Kim Crawford, from New Zealand's famed Marlborough wine-making region, is among the most popular and consistently good examples of why New Zealand has become synonymous with sauvignon blanc, a white wine that goes so refreshingly well with the hot, sticky dog days of summer in Washington. The New Zealand style, with its characteristically bracing grapefruit and grassy aromas and flavors, cuts through the humidity more sharply than the more restrained, mineral-tinged sauvignon blancs from the grape’s native home in France.

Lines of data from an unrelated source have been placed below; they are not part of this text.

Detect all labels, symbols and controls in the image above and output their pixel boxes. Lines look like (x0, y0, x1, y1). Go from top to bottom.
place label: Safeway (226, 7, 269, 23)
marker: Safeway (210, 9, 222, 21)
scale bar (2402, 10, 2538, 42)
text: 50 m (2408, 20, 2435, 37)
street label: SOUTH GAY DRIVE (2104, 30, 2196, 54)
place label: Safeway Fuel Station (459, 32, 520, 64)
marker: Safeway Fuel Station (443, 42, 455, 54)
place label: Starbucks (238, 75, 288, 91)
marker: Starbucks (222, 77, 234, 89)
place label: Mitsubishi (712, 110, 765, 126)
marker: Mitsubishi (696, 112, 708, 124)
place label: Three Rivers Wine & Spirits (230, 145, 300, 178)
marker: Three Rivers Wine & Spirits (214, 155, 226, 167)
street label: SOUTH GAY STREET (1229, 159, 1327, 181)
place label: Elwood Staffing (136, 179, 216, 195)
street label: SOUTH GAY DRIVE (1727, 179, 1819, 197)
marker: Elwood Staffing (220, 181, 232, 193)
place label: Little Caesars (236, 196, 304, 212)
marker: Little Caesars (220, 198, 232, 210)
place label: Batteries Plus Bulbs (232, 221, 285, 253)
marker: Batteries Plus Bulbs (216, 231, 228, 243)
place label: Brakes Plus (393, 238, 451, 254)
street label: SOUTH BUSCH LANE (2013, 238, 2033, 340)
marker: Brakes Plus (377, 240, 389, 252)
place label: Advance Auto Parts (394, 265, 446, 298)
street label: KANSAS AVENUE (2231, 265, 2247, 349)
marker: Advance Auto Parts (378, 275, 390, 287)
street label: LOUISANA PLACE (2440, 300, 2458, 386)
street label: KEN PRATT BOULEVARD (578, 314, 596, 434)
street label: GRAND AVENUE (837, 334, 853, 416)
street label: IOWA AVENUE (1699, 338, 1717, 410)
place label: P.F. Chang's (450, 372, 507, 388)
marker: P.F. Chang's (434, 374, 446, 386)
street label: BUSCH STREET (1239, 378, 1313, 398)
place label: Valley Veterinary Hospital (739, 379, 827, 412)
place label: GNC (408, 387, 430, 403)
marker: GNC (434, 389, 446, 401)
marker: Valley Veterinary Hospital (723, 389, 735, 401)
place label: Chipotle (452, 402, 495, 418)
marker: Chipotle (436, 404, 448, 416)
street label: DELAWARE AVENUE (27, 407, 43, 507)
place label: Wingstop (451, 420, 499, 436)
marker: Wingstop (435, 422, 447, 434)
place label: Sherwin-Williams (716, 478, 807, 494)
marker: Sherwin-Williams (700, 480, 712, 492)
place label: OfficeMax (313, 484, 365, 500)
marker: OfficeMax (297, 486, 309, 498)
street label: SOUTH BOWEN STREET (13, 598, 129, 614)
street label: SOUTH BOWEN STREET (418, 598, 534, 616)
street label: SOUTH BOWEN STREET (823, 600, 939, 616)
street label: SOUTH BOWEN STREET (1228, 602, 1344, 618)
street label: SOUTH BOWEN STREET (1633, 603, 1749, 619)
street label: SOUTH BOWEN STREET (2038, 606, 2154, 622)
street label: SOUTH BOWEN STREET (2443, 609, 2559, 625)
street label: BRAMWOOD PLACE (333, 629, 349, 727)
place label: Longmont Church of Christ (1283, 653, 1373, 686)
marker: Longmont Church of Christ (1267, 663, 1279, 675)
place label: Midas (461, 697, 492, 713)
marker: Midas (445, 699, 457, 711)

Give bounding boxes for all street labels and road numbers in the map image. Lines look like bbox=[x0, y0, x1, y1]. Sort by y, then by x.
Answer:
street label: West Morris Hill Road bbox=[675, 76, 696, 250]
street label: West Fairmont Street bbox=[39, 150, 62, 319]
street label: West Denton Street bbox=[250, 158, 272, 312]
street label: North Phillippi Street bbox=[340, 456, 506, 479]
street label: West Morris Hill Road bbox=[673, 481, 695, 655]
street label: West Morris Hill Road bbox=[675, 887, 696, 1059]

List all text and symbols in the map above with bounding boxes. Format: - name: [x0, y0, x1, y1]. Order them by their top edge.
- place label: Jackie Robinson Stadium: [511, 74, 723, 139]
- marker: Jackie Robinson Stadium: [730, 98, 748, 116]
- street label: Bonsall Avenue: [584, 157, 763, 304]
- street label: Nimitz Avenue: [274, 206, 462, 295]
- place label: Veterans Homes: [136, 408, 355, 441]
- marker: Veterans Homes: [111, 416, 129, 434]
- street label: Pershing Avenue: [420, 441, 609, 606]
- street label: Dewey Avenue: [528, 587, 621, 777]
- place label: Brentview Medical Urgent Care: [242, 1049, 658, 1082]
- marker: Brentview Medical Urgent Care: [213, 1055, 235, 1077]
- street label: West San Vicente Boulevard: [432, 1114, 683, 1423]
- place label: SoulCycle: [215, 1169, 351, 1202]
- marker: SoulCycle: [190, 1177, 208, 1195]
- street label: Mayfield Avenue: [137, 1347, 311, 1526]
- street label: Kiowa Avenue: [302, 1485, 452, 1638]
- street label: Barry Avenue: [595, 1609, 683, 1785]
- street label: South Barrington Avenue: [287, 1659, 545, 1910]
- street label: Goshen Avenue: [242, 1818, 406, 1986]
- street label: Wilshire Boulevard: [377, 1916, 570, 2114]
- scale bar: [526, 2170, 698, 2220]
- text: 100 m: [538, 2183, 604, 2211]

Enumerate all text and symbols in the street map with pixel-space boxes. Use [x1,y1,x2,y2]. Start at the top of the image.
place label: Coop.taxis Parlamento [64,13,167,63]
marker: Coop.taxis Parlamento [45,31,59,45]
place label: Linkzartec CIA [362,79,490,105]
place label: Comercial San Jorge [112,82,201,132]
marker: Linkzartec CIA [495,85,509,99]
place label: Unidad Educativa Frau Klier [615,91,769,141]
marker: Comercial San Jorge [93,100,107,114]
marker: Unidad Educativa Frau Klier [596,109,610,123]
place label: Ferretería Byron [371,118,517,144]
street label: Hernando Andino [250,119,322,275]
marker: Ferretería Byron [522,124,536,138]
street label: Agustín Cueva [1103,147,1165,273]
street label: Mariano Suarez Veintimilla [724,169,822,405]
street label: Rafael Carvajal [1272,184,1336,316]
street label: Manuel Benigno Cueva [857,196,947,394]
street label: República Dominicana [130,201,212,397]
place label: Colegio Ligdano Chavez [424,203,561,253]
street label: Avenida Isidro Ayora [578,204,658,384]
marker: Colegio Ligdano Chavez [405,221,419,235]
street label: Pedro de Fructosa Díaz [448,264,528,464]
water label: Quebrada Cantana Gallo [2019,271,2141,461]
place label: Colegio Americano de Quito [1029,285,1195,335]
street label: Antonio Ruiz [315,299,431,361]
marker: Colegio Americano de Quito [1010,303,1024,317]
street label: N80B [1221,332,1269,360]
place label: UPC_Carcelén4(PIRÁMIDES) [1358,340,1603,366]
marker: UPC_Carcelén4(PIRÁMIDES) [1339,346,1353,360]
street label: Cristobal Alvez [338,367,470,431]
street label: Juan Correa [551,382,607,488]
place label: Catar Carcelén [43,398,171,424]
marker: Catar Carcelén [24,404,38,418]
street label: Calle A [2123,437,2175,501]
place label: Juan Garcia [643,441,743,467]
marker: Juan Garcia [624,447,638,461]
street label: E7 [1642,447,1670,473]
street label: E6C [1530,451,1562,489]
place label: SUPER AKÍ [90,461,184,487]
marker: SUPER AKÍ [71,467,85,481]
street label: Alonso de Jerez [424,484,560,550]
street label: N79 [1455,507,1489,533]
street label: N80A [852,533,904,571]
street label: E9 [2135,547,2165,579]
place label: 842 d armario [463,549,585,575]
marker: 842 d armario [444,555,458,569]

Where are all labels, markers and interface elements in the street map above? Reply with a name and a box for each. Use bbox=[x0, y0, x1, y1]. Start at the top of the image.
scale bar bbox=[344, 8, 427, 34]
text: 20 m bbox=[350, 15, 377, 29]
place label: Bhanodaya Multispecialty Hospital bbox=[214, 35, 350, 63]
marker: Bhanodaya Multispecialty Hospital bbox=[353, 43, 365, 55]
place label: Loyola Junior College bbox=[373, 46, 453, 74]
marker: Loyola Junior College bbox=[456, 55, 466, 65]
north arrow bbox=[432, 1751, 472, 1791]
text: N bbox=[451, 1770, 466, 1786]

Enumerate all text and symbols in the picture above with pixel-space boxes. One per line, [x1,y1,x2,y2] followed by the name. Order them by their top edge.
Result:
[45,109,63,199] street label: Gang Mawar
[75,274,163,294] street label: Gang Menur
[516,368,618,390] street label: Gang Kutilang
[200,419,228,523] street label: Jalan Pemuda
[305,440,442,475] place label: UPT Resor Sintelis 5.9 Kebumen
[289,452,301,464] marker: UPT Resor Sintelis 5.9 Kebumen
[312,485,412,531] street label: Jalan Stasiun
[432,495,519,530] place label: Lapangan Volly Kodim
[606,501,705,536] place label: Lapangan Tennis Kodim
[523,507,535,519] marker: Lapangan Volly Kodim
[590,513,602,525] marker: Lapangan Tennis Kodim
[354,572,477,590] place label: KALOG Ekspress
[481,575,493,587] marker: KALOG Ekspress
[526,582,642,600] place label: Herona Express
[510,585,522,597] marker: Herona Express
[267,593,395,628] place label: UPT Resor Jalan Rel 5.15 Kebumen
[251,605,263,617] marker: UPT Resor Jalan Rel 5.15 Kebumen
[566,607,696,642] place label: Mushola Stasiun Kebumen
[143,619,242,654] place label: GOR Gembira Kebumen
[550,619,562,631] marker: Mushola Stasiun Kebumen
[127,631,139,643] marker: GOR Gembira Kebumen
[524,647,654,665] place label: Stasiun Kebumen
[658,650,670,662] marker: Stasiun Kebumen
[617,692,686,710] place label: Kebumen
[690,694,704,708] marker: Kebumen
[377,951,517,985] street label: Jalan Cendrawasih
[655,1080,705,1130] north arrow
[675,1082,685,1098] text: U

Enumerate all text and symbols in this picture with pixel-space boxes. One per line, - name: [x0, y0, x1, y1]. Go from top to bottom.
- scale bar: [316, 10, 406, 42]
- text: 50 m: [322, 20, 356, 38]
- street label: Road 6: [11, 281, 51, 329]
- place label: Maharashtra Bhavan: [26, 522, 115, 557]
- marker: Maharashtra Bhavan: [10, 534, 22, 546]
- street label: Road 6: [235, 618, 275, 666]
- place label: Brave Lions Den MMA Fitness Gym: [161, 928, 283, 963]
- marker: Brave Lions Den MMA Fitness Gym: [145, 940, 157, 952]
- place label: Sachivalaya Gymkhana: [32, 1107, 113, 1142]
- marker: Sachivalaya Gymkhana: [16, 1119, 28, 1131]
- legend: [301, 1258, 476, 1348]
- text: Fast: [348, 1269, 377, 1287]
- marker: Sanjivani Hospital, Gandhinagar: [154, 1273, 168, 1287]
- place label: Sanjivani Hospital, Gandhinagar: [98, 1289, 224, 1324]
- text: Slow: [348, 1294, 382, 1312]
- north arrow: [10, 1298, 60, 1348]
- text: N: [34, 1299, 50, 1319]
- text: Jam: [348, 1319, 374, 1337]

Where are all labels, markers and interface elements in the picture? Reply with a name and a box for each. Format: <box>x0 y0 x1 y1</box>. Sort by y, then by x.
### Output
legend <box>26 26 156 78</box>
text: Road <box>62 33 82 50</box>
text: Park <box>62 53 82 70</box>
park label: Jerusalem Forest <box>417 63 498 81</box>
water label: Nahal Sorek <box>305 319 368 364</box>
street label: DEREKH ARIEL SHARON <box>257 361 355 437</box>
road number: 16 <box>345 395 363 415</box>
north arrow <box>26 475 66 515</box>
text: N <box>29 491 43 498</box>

But the sale on the 2011 vintage of Kim Crawford atSchneider’s of Capital Hill is too good to pass up. The wine is so monotonously good, that Wine Advocate hasn’t bothered to review it since the 2008 vintage. It earned 90 to 92 points from Wine Spectator for five consecutive years from 2004 through 2008, the vintage that was named No. 40 and the magazine’s Top 100 Wines of 2008. It has earned 88 or 89 points in every vintage since.
The 88-point 2011 is, “Really tangy, with Key lime pie, honeydew melon, passion fruit and green tea notes,”MaryAnn Worobiec wrote in the June 15 issue of Wine Spectator. “Great juicy finish.”
She tassted the wine twice, with consistent notes, and advises drinking it now.
At $9.99 a bottle – and that’s not a misprint this time – we advise buying this wine by the case. With today’s official start of summer – 7:09 pm (EDT) here in the Northern Hemisphere, to be exact – this is a wine you’ll want on hand for the next three months or so.